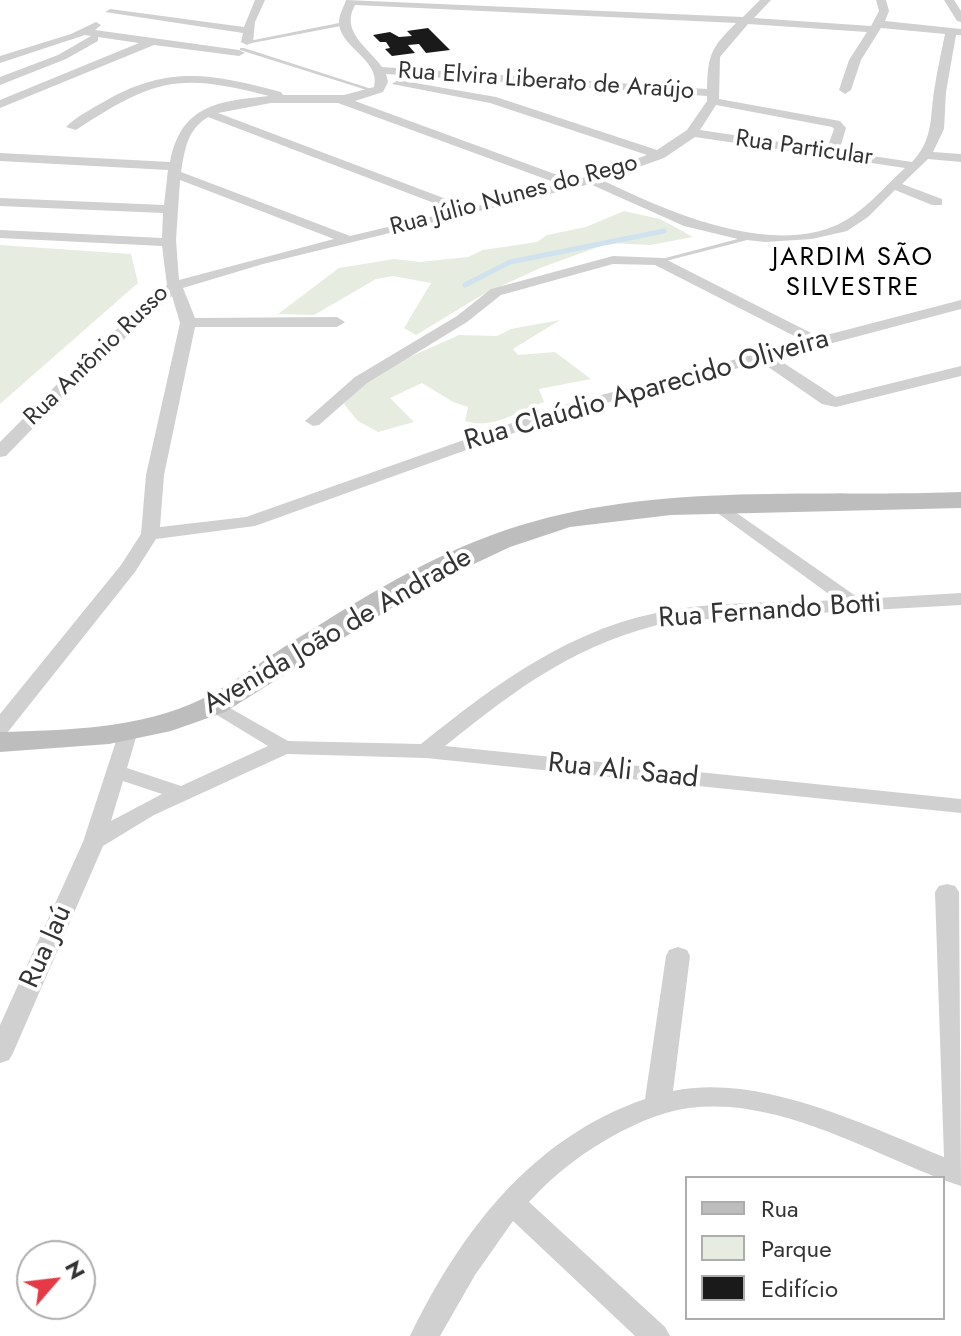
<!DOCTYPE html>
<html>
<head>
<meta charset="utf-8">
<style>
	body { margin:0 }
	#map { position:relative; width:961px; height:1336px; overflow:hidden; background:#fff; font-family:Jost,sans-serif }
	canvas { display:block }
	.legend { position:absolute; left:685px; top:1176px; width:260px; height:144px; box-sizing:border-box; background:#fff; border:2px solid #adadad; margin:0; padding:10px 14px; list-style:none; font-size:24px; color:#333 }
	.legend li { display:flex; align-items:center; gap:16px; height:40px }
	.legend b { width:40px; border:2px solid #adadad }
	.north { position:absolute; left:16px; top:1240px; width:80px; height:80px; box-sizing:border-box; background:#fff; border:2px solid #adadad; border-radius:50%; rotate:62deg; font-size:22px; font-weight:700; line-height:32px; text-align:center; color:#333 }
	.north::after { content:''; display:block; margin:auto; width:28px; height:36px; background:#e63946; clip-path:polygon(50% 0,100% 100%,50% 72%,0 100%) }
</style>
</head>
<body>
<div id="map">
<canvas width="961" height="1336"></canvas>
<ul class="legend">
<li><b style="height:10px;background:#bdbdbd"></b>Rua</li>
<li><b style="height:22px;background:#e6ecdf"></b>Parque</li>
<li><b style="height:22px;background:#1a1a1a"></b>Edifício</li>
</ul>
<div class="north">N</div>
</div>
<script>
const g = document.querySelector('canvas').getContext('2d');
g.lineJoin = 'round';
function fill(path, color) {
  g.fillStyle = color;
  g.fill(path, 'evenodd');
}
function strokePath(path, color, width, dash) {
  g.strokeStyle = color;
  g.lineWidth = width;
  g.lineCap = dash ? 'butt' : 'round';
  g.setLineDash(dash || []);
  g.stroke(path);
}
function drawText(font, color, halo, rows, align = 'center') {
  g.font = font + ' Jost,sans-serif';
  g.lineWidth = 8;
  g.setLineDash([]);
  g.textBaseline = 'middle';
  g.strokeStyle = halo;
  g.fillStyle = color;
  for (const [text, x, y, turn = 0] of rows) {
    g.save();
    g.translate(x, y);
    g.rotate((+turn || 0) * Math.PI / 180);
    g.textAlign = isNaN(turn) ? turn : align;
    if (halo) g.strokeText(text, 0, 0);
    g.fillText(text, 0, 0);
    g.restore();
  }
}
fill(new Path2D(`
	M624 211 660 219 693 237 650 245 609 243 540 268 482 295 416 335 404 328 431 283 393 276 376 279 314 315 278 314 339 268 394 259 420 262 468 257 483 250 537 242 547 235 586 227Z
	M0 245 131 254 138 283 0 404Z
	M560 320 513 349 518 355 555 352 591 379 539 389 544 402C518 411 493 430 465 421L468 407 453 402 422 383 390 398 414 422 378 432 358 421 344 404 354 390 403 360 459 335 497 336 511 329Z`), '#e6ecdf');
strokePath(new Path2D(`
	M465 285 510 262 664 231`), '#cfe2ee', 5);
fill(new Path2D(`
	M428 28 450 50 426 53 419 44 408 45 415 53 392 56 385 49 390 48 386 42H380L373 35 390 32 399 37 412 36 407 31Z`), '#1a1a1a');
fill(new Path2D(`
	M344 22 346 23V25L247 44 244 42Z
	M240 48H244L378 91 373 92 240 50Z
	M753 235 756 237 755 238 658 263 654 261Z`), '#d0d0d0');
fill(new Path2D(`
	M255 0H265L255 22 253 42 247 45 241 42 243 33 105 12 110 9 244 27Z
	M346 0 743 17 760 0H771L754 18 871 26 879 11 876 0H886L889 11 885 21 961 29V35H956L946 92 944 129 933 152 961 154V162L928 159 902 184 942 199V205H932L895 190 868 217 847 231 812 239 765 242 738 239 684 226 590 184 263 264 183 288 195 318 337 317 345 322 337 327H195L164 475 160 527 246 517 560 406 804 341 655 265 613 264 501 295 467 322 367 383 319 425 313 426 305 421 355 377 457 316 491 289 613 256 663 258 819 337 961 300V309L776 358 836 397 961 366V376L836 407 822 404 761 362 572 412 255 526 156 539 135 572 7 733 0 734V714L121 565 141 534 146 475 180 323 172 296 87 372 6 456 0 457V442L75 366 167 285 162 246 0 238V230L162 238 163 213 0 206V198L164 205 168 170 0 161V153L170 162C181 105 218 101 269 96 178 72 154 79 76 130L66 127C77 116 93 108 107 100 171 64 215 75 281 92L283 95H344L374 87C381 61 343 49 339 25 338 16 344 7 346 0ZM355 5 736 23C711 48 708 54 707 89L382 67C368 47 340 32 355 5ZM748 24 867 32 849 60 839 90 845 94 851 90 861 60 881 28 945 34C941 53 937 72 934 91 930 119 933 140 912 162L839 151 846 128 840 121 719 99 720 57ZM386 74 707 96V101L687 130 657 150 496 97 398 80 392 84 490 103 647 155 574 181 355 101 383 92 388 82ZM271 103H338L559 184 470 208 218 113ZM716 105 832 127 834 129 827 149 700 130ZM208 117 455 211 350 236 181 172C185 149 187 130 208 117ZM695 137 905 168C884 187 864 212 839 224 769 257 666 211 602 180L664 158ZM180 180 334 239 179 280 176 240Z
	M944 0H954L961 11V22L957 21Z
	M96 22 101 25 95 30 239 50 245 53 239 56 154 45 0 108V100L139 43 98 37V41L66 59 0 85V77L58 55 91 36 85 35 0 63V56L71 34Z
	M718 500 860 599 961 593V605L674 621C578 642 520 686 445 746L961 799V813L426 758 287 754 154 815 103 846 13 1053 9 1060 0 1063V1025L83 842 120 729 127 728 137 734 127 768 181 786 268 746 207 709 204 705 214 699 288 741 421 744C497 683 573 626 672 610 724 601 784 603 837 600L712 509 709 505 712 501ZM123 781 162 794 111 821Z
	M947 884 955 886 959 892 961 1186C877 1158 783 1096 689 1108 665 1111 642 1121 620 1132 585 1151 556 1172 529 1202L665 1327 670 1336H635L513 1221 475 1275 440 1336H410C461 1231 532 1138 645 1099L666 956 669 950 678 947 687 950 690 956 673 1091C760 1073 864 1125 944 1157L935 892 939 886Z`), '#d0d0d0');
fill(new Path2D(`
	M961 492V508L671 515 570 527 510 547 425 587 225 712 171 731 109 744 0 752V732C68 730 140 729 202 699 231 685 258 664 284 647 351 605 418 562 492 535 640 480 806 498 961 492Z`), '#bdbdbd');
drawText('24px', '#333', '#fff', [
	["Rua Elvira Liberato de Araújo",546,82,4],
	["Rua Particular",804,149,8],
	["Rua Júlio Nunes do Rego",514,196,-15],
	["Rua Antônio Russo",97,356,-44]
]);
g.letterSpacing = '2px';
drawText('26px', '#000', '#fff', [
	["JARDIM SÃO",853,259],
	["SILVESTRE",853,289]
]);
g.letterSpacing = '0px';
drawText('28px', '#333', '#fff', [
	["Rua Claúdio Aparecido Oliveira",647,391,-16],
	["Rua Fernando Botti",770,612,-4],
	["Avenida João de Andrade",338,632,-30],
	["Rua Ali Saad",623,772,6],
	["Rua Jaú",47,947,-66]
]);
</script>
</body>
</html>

**INSTRUCTIONS FOR THE TASK:**
Give again, exactly, the lines starting at the first entry above and ending at the line with "position:absolute; left:16px; top:1240px;"; please leave pictures out.

**THE COMPLETED TASK:**
<!DOCTYPE html>
<html>
<head>
<meta charset="utf-8">
<style>
	body { margin:0 }
	#map { position:relative; width:961px; height:1336px; overflow:hidden; background:#fff; font-family:Jost,sans-serif }
	canvas { display:block }
	.legend { position:absolute; left:685px; top:1176px; width:260px; height:144px; box-sizing:border-box; background:#fff; border:2px solid #adadad; margin:0; padding:10px 14px; list-style:none; font-size:24px; color:#333 }
	.legend li { display:flex; align-items:center; gap:16px; height:40px }
	.legend b { width:40px; border:2px solid #adadad }
	.north { position:absolute; left:16px; top:1240px; width:80px; height:80px; box-sizing:border-box; background:#fff; border:2px solid #adadad; border-radius:50%; rotate:62deg; font-size:22px; font-weight:700; line-height:32px; text-align:center; color:#333 }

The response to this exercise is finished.